(Available data begins)

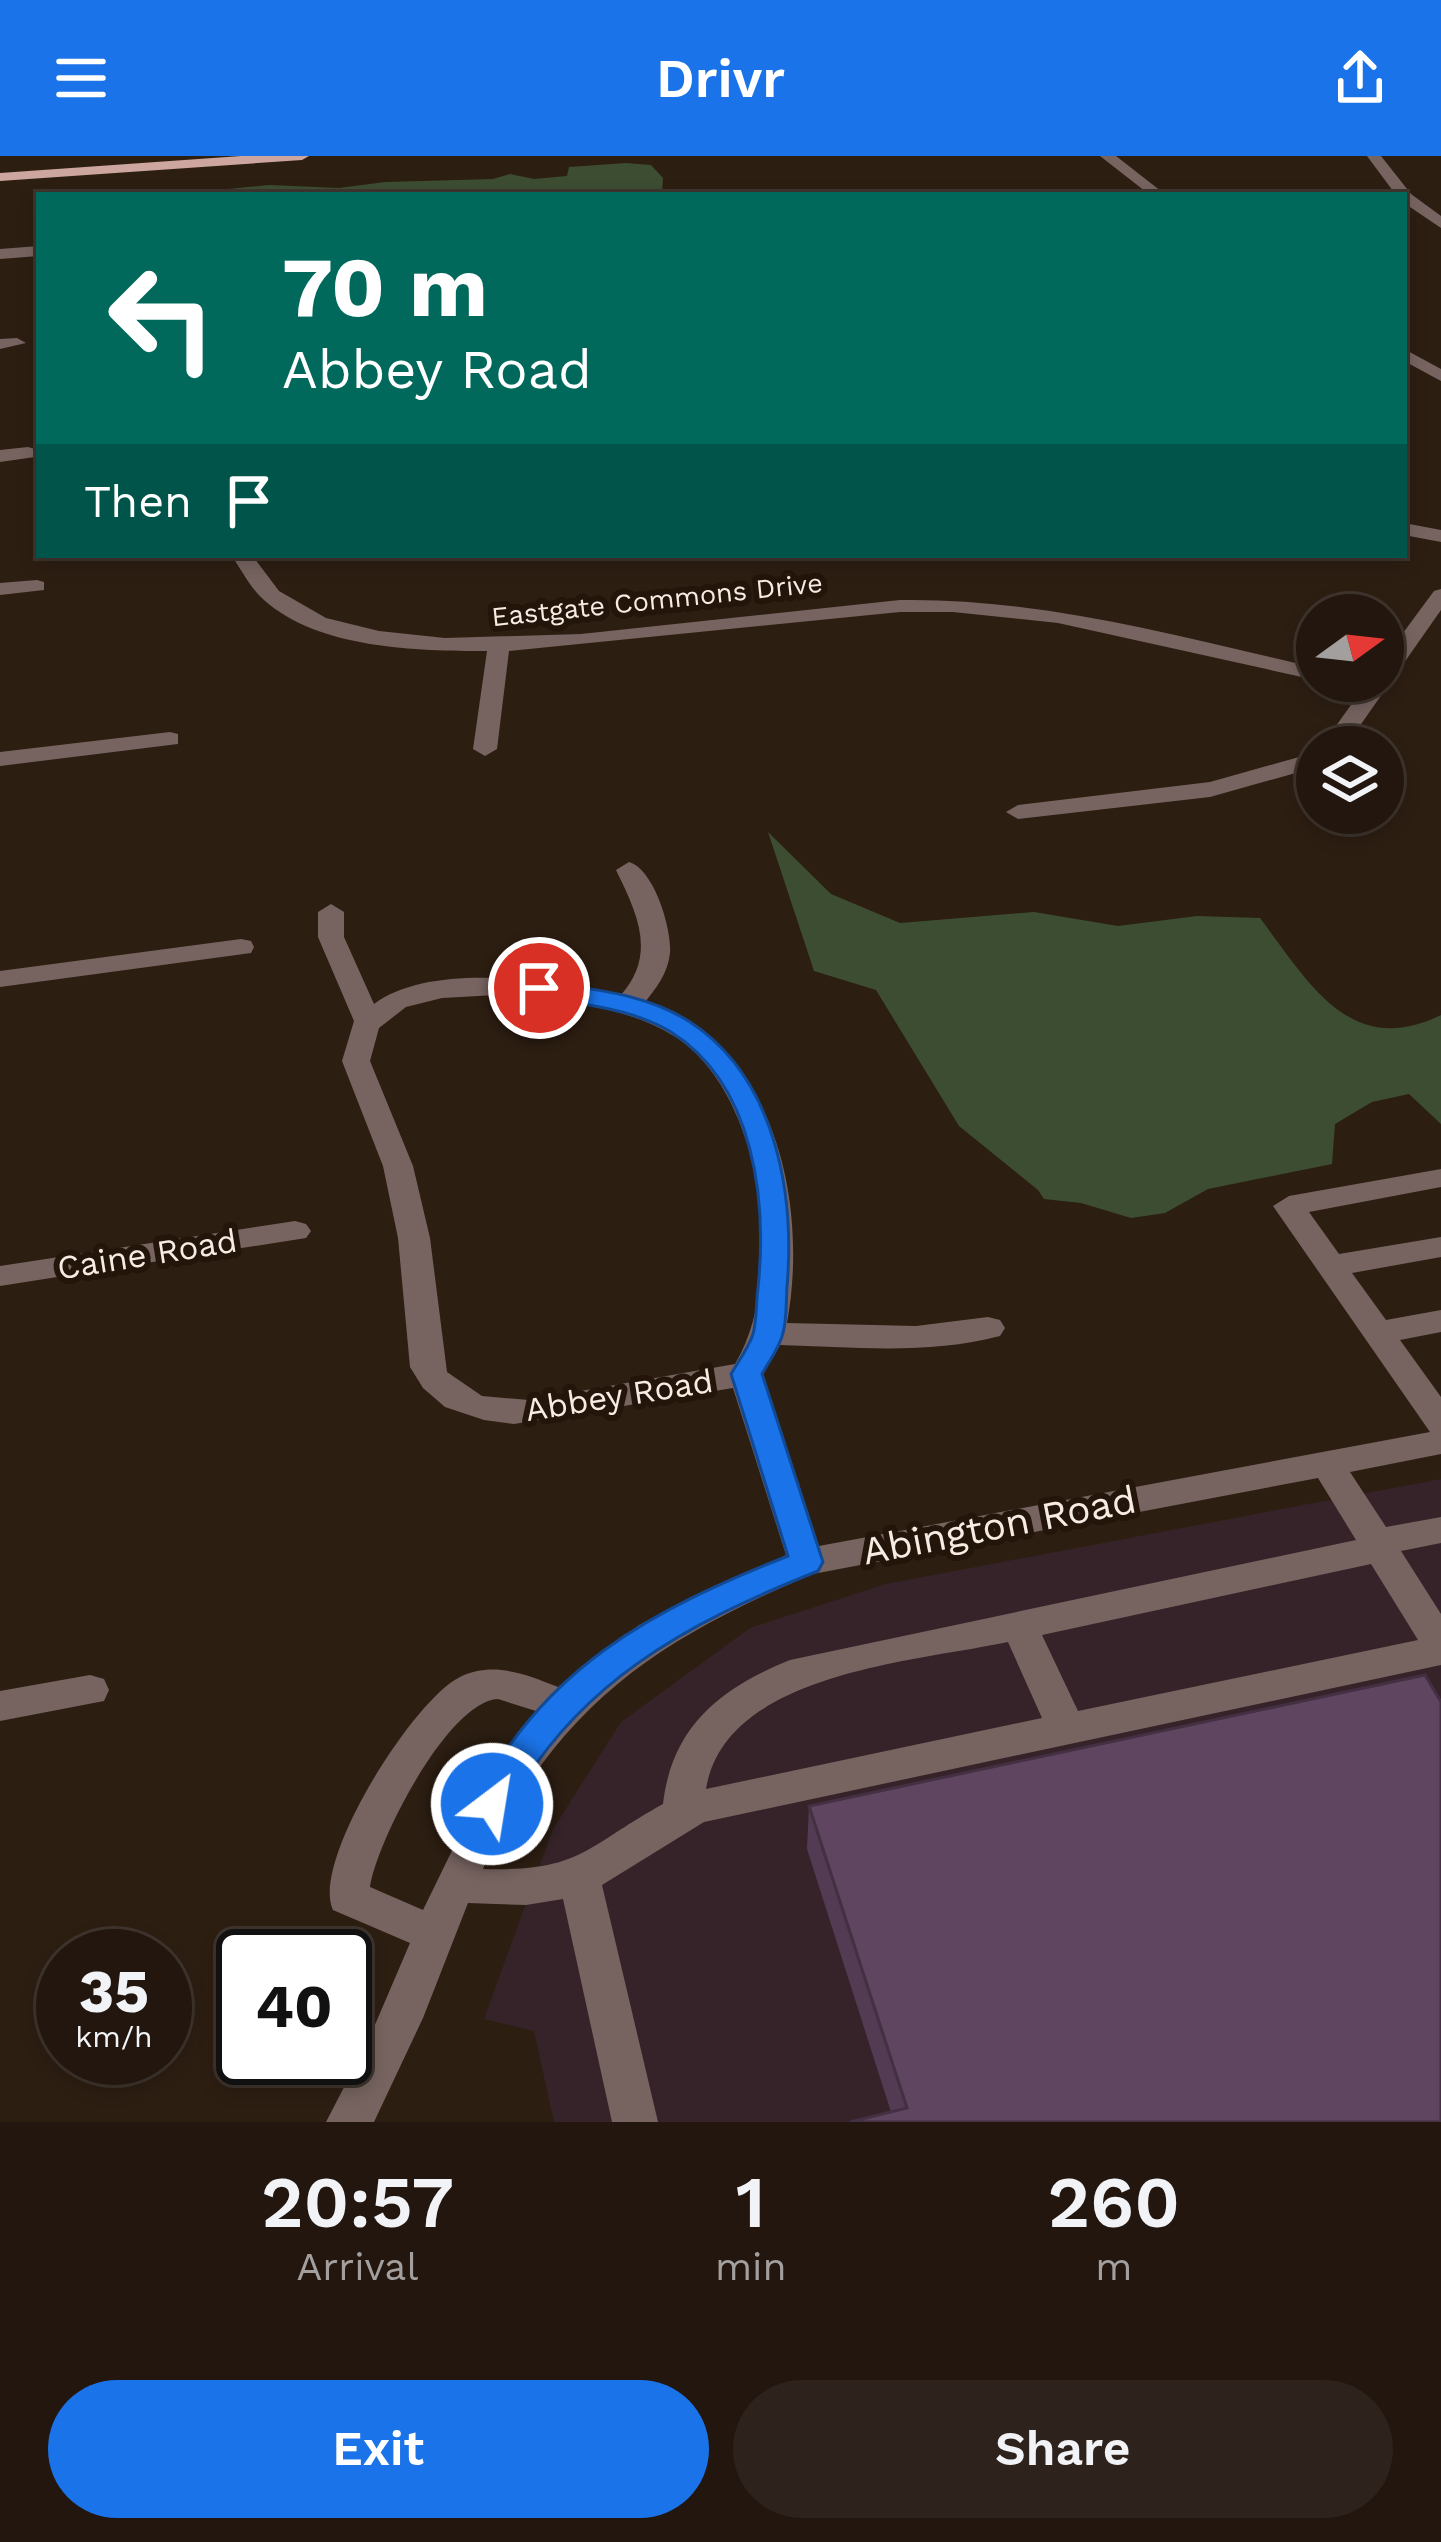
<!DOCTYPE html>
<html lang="en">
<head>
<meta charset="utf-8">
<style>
	:root { --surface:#22160e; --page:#2e231c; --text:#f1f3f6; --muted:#a29f9e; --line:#3f352e; --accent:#1a73e8 }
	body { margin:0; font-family:"Work Sans",sans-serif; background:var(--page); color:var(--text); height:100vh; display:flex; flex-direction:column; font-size:45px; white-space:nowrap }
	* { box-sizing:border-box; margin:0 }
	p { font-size:39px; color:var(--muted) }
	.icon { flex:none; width:66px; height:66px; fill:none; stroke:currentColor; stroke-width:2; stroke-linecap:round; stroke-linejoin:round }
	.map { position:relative; height:1966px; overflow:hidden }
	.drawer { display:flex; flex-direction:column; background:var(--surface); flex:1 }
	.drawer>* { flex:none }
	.hud { position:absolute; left:36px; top:36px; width:1371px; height:366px; border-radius:0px; box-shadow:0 6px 18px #0003,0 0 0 3px var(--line); background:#00695c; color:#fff; overflow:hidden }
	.needle { width:78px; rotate:75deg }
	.buttons { position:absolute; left:1296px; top:438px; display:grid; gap:24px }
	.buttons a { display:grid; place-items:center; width:108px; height:108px; border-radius:50%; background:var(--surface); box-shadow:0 6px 18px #0003,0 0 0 3px var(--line); font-size:60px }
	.speed { position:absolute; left:36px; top:1773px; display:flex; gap:24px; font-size:60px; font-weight:700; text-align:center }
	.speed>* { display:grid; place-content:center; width:156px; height:156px; border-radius:50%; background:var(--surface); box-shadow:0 6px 18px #0003,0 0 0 3px var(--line); line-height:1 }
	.speed small { font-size:30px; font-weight:400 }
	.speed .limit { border:6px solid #111; border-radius:18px; background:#fff; color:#111 }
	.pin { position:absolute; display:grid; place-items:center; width:102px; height:102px; color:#fff; margin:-51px; border:6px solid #fff; border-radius:50%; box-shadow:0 3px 12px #0007 }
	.me { position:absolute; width:132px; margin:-66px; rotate:31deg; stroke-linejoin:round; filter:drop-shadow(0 0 9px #0008) }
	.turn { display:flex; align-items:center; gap:42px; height:252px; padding:0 48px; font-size:54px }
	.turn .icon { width:156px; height:156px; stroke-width:2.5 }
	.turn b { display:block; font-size:84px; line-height:102px }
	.then { display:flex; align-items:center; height:114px; padding:0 48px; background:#0003; gap:24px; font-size:45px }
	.eta { display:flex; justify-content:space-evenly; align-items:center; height:204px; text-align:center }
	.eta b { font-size:72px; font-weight:600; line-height:84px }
	.action { display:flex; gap:24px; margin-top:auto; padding:24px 48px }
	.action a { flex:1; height:138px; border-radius:72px; background:var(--accent); color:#fff; font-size:48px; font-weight:600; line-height:138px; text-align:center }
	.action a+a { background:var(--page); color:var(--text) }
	header { display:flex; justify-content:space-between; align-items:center; height:156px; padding:0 48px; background:var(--accent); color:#fff; font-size:54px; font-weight:600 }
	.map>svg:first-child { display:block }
</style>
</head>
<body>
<header><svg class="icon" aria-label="menu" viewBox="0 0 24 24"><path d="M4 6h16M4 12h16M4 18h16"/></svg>Drivr<svg class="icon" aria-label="share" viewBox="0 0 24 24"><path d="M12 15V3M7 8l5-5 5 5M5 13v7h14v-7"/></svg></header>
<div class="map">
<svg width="1441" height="1966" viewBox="0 0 1441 1966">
	<rect width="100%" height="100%" fill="#2d1e12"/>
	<path fill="#362329" d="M1441,1323V1966H554L534,1875L484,1863L553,1673L621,1566L750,1472L886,1428Z"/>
	<path fill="#3d4d32" d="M626,7L651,9L663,22L662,39H167L269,29L339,32L385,26L493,23L510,18L534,23L567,20L569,11Z
		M768,676L831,738L900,767L1034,756L1118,770L1197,760L1260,762C1308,825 1350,904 1441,859V968L1409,938L1372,946L1335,968L1332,1008L1208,1033L1165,1057L1131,1062L1081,1047L1044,1043L1038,1034L959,970L876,834L814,815Z"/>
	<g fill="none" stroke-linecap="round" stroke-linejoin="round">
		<path fill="#776461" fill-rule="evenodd" d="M1100,0H1116L1166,39H1150Z
			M1367,0H1381L1411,38L1441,60V72L1404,47V39H1396Z
			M39,90V100L0,103V93Z
			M0,183L17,182L26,187L0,193Z
			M1404,193L1441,213V225L1404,205Z
			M28,291L35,293V301L0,306V294Z
			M1404,367L1441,374V386L1404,379Z
			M231,399H252L279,435L326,462L379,475L445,482L581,478L900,444C1043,442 1178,480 1317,512L1320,525L1058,467L953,456H900L509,495L497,593L485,600L473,593L487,495C417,495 319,493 264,444C251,433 241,413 231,399Z
			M37,424L44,426V434L0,439V427Z
			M1441,433V454L1345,591H1321L1368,525H1383V504L1434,435Z
			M170,576L178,578V588L0,610V596Z
			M1317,596V611L1210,641L1018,663L1006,656L1018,649L1210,626Z
			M629,706C654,713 672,773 670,797C668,817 656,833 644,847C775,887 809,1047 787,1167L916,1170L988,1161L1000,1164L1005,1172L1000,1180C929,1199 852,1191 780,1189L763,1218L819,1390L1430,1276L1273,1050L1289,1040L1441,1013V1031L1309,1056L1339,1098L1441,1081V1101L1352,1117L1386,1164L1441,1154V1176L1400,1184L1441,1241V1298L1350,1316L1386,1371L1441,1361V1387L1401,1395L1441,1458V1509L704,1666L602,1729L658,1966H612L563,1743L526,1749L468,1747L423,1862L374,1966H326L368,1885L410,1787L333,1754C310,1706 414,1543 460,1521C493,1505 526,1518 558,1531L639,1469L786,1399L733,1232L514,1268L484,1264L445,1251L423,1232L410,1211L398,1082L383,1010L342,905L354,865L318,781V756L331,748L344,756V781L374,848C431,805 555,824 620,840C657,799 638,759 616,714ZM496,839C555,844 622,848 674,880C764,936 787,1123 735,1208L529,1244L482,1240L447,1216L430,1082L413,1010L370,905L379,872L406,851L442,842ZM1318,1322L1356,1384L790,1504C721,1532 672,1570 663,1648C585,1691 581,1716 483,1713C553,1552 656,1484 813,1418ZM1371,1408L1418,1484L1078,1555L1042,1479ZM1008,1486L1042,1562L706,1633C725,1517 913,1506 1008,1486ZM498,1543L536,1555L490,1617L423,1754L370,1731C376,1687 448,1545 498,1543Z
			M241,783L251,785L254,791L251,797L0,831V815Z
			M295,1065L306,1068L311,1075L306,1082L0,1130V1110Z
			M90,1519L104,1523L109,1534L104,1545L0,1565V1535Z"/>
		<path fill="#cea6a0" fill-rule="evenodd" d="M241,0H309L302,4L0,25V17Z"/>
	</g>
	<path fill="#533b53" d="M809,1650L1441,1966L891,1956L807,1693Z"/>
	<path fill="#604560" stroke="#433043" stroke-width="3" d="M1425,1519L1441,1546V1966H850L907,1952L809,1650Z"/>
	<path fill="#1a73e8" stroke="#114b97" stroke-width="3" d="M539,825C590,833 645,837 690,866C776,922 795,1038 787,1131C786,1146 787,1163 783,1177C780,1191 769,1205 762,1218L823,1406L818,1415C687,1467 572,1528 505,1659L492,1664L479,1659L474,1648C543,1512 651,1454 788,1400L731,1218C738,1206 749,1191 753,1178C757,1164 756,1146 758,1132C767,1045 755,929 671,876C627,850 578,849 530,838L527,832Z"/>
	<g text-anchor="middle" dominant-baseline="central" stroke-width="12" stroke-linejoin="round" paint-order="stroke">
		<g font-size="27" fill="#f7ece4" stroke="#231509">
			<text transform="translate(657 444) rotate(-6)">Eastgate Commons Drive</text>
		</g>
		<g font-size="33" fill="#f7ece4" stroke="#231509">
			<text transform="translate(147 1098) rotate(-9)">Caine Road</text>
			<text transform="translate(619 1239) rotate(-9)">Abbey Road</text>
		</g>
		<g font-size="39" fill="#f7ece4" stroke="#231509">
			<text transform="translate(999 1369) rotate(-11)">Abington Road</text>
		</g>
	</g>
</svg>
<div class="buttons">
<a><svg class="needle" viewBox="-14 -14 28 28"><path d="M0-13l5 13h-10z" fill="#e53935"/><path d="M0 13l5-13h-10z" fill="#a29f9e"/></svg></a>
<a><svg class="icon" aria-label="layers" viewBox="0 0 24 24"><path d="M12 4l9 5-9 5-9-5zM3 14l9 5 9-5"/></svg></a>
</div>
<div class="speed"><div>35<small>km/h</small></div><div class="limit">40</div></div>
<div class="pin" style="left:539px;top:832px;background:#d93025"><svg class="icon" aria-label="arrive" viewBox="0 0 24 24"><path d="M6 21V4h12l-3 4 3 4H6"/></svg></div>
<svg class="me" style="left:492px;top:1648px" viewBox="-20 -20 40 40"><circle r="17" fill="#1a73e8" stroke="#fff" stroke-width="3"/><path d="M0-11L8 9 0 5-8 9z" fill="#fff"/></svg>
<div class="hud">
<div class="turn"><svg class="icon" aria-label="left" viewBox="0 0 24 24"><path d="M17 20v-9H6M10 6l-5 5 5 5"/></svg><div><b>70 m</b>Abbey Road</div></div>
<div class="then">Then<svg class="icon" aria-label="arrive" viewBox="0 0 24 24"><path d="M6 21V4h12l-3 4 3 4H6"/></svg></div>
</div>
</div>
<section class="drawer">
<div class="eta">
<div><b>20:57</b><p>Arrival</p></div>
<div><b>1</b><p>min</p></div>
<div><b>260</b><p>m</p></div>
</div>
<div class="action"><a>Exit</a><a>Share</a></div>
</section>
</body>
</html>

(Available data ends)

## Brief
Transcribe exactly and only the lines from the top of the records through the line containing "border:6px solid #111;", inclusive, and do not copy the pictures.

## Result of this exercise
<!DOCTYPE html>
<html lang="en">
<head>
<meta charset="utf-8">
<style>
	:root { --surface:#22160e; --page:#2e231c; --text:#f1f3f6; --muted:#a29f9e; --line:#3f352e; --accent:#1a73e8 }
	body { margin:0; font-family:"Work Sans",sans-serif; background:var(--page); color:var(--text); height:100vh; display:flex; flex-direction:column; font-size:45px; white-space:nowrap }
	* { box-sizing:border-box; margin:0 }
	p { font-size:39px; color:var(--muted) }
	.icon { flex:none; width:66px; height:66px; fill:none; stroke:currentColor; stroke-width:2; stroke-linecap:round; stroke-linejoin:round }
	.map { position:relative; height:1966px; overflow:hidden }
	.drawer { display:flex; flex-direction:column; background:var(--surface); flex:1 }
	.drawer>* { flex:none }
	.hud { position:absolute; left:36px; top:36px; width:1371px; height:366px; border-radius:0px; box-shadow:0 6px 18px #0003,0 0 0 3px var(--line); background:#00695c; color:#fff; overflow:hidden }
	.needle { width:78px; rotate:75deg }
	.buttons { position:absolute; left:1296px; top:438px; display:grid; gap:24px }
	.buttons a { display:grid; place-items:center; width:108px; height:108px; border-radius:50%; background:var(--surface); box-shadow:0 6px 18px #0003,0 0 0 3px var(--line); font-size:60px }
	.speed { position:absolute; left:36px; top:1773px; display:flex; gap:24px; font-size:60px; font-weight:700; text-align:center }
	.speed>* { display:grid; place-content:center; width:156px; height:156px; border-radius:50%; background:var(--surface); box-shadow:0 6px 18px #0003,0 0 0 3px var(--line); line-height:1 }
	.speed small { font-size:30px; font-weight:400 }
	.speed .limit { border:6px solid #111; border-radius:18px; background:#fff; color:#111 }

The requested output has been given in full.